|By Marion Blackburn
WASHINGTON, N.C. — Waters of the Tar River will get regular check-ups through a new project of the Pamlico-Tar River Foundation.
Each month, volunteers will take samples to analyze for bacteria, metals and other signs of contamination.
The project will allow the foundation, working with state and local regulators, to uncover and correct pollution along the river’s 180 miles, says Heather Jacobs, riverkeeper for the Tar River.
“The results will be highly useful to us and to researchers,” she says.
Since 2003, Jacobs has watched over the river through the foundation’s riverkeeper program.
Her post is supported largely by grants and foundation fundraisers, including membership dues and an annual Oyster Roast.
Only about a third of the freshwater of the Tar River is routinely monitored because the state simply cannot afford it, Jacobs says.
“In a perfect world, I wouldn’t have to be here,” she says. “The laws we have in North Carolina are pretty darn good. But the Department [of Environment and Natural Resources] is underfunded and understaffed, so they have to prioritize, to pick things that will affect our resources the most. Some things slip by because the manpower is not there.”
These tests will help, she says.
Job: Riverkeeper for the Tar River, Pamlico-Tar River Foundation
Education: Master’s, environmental management and water resources, Duke University, 2000. Bachelor’s, biology, Lycoming College, Pa.
Service: Two years, Peace Corps, El Salvador
Personal motto: Strength, patience, peace
Inspirations: Rachel Carson, author of “Silent Spring.” Research scientist Melvin Zimmerman, undergraduate adviser
|“This project is an attempt to fill in those data gaps,” she says.

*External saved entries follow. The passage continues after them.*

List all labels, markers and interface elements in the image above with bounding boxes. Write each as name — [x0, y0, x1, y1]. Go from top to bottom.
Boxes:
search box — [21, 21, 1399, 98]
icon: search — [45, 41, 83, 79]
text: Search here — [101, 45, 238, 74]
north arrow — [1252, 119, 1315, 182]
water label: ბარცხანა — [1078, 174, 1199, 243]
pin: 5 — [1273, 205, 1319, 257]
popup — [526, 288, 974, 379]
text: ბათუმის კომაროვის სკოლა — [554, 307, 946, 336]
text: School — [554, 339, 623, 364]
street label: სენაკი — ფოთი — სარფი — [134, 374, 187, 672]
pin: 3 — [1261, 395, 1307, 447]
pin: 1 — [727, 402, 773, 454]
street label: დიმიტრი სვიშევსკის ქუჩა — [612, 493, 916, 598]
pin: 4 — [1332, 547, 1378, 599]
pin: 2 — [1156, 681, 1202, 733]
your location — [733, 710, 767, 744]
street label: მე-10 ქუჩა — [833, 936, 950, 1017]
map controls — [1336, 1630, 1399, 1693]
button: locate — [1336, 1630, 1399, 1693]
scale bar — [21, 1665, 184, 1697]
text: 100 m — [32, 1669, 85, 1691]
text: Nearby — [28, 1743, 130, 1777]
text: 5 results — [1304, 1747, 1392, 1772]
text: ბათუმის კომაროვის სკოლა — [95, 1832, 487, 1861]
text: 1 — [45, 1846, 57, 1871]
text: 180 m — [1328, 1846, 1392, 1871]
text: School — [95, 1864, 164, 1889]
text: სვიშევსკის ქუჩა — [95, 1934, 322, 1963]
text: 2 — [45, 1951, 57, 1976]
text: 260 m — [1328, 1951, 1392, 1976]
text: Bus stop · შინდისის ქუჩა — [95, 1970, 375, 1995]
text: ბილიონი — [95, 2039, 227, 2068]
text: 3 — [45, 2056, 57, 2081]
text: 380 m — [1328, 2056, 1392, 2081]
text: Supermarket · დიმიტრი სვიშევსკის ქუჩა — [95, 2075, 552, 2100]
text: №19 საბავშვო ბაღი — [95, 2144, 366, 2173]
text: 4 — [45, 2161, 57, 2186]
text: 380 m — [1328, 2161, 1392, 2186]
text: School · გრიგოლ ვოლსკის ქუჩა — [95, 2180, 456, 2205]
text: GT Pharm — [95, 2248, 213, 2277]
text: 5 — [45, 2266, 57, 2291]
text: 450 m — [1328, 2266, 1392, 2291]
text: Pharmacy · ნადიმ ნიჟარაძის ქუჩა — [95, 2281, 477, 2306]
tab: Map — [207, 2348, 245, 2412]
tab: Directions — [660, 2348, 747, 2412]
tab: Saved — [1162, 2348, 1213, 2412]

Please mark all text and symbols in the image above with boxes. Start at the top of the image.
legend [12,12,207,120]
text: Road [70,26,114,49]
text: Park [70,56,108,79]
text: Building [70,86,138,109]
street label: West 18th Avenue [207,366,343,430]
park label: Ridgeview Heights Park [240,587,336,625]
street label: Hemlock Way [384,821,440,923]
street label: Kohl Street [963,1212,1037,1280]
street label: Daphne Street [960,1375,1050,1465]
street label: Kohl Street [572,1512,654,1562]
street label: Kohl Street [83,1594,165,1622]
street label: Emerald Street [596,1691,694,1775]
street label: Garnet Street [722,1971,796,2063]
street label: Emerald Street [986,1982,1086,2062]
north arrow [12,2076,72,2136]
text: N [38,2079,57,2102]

This summer, Jacobs will train volunteers to monitor 10 sites in the Greenville area.
And in the next two years, the program will move west into Edgecombe and Nash counties, where additional teams will draw monthly samples.
The program is funded by a $57,000 grant through the state Attorney General’s Office from Smithfield Foods.
The grant is one of several resulting from a 2000 agreement between the Attorney General’s Office and Smithfield Foods to address mounting concerns about hog waste from lagoons and spray fields.
The pork producer agreed to pay $2 million a year to groups concerned with improving water quality.
The agreement also set aside $15 million for water research at N.C. State University after the Attorney General’s Office concluded that the public interest would be served by improving swine waste-management technologies.
The world’s largest pork producer, Smithfield Foods has about 200 hog lagoons in North Carolina.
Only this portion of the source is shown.